TASK GOAL:
Lines with the string "labels" must each be copied from the listing.
- Opening Delimiter -
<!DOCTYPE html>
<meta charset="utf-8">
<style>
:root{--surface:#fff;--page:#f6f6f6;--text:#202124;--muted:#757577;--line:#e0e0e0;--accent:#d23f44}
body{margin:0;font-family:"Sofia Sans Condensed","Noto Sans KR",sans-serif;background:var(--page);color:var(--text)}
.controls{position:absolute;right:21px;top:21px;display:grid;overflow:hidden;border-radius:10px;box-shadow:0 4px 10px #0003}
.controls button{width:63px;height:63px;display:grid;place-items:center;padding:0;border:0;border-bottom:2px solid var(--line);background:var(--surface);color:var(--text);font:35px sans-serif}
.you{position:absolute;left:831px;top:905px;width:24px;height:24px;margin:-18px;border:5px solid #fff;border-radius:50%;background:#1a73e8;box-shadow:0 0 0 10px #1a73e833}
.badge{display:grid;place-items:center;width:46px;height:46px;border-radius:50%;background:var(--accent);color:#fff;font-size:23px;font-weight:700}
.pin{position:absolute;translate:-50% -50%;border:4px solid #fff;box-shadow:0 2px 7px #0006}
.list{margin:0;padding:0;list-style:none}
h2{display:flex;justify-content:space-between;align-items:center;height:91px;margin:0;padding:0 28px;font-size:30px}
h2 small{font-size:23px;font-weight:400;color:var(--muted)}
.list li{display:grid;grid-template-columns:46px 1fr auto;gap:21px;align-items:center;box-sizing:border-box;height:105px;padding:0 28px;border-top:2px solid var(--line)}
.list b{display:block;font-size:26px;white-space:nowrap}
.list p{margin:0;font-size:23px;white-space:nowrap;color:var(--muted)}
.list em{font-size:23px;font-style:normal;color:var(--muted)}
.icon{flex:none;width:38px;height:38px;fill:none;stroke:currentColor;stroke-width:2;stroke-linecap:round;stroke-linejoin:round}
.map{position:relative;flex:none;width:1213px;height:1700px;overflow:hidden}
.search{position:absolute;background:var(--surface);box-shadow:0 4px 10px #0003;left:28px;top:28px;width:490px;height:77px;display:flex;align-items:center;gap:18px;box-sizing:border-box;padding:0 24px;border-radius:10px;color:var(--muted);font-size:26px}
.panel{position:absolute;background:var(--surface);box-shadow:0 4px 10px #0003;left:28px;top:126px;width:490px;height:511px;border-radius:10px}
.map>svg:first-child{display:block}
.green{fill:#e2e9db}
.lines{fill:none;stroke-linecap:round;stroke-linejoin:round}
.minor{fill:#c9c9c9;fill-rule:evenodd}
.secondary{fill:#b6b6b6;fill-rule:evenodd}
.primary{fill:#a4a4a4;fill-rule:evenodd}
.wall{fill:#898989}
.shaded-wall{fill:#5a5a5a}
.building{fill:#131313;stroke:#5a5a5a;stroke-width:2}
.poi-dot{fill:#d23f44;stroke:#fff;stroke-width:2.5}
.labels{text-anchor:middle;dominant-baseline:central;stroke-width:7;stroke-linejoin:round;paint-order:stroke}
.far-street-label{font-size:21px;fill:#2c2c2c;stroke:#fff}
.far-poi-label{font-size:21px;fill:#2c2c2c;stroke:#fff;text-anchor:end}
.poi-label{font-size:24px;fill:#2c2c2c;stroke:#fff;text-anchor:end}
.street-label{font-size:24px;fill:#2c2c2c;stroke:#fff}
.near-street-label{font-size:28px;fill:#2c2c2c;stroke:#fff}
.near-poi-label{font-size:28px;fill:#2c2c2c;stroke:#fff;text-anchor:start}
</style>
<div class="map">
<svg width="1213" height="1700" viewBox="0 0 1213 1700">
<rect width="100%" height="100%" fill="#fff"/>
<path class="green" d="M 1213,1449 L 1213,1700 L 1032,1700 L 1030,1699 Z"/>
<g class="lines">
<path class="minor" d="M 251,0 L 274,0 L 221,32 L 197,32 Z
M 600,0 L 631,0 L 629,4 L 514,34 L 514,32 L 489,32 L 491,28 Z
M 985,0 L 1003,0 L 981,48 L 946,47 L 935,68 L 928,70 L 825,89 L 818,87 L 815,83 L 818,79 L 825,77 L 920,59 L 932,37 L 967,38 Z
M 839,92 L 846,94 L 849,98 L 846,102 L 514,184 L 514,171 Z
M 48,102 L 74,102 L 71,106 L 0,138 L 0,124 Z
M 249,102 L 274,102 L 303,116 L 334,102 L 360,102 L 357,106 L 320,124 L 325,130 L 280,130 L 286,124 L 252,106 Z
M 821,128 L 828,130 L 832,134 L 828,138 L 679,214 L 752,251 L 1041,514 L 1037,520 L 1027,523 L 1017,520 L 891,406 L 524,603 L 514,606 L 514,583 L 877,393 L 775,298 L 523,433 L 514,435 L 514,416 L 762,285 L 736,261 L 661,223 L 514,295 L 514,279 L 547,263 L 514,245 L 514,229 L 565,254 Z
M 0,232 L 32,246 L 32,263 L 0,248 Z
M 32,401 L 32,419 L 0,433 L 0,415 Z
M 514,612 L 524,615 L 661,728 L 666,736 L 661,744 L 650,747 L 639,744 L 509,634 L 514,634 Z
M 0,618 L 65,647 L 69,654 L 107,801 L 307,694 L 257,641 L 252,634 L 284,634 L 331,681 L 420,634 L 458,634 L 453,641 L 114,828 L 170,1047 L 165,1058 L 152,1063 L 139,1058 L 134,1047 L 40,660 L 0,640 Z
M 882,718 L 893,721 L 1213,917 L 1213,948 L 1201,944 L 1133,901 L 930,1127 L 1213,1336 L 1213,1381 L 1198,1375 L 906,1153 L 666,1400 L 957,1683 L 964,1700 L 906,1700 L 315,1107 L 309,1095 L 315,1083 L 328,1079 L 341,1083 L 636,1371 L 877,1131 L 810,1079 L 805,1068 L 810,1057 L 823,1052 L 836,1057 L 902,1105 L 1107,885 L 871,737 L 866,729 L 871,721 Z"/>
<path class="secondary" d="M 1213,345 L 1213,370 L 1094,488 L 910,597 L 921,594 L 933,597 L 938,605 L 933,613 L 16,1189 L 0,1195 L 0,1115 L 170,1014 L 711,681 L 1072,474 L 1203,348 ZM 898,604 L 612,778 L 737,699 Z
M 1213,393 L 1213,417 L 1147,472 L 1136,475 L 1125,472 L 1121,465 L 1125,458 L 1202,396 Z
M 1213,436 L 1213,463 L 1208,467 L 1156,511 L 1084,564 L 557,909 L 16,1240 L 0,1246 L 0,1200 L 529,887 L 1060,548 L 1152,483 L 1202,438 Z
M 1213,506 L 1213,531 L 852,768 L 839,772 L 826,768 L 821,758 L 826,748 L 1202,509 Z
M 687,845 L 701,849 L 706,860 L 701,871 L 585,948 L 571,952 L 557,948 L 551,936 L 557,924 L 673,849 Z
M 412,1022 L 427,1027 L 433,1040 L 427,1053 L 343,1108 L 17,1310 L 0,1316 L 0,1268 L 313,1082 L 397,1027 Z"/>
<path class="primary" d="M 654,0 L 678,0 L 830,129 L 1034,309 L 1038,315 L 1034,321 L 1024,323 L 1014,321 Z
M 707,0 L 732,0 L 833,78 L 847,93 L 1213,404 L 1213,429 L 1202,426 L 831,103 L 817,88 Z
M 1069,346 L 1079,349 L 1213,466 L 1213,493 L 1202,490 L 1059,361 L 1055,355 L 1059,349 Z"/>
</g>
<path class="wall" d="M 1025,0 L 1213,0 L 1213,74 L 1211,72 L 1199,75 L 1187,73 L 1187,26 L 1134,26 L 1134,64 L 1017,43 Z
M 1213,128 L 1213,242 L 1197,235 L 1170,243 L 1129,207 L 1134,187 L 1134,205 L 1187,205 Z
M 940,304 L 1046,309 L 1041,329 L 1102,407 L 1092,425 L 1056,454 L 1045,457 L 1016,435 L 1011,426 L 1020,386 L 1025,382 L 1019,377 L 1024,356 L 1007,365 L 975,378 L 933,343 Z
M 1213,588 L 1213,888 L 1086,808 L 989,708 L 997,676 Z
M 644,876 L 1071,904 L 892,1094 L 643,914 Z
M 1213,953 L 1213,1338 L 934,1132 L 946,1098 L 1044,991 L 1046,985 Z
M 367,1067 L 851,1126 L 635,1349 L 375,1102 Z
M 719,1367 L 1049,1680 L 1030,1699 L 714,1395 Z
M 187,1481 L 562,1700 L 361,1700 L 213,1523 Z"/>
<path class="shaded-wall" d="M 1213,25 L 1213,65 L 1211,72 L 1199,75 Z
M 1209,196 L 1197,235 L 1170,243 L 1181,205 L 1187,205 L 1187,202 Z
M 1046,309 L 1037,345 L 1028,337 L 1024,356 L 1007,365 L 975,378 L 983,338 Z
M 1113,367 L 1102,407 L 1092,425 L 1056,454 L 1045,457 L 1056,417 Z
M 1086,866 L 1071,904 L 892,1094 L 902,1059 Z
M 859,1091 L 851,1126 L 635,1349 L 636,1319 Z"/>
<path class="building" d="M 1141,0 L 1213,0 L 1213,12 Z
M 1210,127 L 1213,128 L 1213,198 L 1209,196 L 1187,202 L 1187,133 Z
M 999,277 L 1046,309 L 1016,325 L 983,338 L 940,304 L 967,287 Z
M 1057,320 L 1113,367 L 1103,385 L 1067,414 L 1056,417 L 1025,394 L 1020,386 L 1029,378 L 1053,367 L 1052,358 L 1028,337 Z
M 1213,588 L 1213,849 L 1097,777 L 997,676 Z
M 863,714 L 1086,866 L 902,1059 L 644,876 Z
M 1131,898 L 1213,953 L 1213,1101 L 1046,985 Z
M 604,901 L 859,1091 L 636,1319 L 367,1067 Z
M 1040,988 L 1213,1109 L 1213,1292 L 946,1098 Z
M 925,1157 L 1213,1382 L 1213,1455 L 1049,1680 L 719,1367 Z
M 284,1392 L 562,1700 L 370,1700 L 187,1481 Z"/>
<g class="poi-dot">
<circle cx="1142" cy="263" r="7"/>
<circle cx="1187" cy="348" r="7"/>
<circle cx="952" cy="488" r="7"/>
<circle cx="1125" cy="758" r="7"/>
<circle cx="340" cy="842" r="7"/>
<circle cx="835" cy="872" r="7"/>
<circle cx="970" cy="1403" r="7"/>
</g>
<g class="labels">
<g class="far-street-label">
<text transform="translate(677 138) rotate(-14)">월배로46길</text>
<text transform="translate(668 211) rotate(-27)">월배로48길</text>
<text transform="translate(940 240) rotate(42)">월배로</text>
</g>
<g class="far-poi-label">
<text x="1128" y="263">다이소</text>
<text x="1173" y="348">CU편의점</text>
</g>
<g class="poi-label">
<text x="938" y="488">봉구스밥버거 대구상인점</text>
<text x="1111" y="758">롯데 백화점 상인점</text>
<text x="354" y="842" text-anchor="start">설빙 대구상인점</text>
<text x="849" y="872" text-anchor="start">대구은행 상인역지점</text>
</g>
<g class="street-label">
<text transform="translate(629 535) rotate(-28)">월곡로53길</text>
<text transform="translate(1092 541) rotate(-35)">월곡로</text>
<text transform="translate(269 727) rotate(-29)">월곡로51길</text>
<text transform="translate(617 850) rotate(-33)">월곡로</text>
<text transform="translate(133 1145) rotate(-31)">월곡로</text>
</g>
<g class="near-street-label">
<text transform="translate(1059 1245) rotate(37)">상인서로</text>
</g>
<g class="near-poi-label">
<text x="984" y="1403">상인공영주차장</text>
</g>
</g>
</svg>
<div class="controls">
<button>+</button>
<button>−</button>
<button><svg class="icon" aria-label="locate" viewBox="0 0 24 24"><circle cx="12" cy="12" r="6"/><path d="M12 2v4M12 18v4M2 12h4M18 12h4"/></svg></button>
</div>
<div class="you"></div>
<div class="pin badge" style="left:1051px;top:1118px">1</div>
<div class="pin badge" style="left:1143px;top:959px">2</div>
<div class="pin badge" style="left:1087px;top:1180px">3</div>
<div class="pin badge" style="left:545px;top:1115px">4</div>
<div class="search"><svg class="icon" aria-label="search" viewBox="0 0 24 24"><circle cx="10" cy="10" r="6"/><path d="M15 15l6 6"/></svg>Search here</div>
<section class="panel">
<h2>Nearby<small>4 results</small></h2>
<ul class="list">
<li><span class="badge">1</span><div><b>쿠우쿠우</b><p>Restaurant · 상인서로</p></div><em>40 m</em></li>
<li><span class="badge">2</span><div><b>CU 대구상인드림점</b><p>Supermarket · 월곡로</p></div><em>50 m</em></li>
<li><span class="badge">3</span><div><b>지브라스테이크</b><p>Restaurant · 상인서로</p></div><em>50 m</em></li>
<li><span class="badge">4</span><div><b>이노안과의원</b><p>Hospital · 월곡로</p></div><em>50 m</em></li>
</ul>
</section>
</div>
- Closing Delimiter -
OUTPUT OF THE EXERCISE:
.labels{text-anchor:middle;dominant-baseline:central;stroke-width:7;stroke-linejoin:round;paint-order:stroke}
<g class="labels">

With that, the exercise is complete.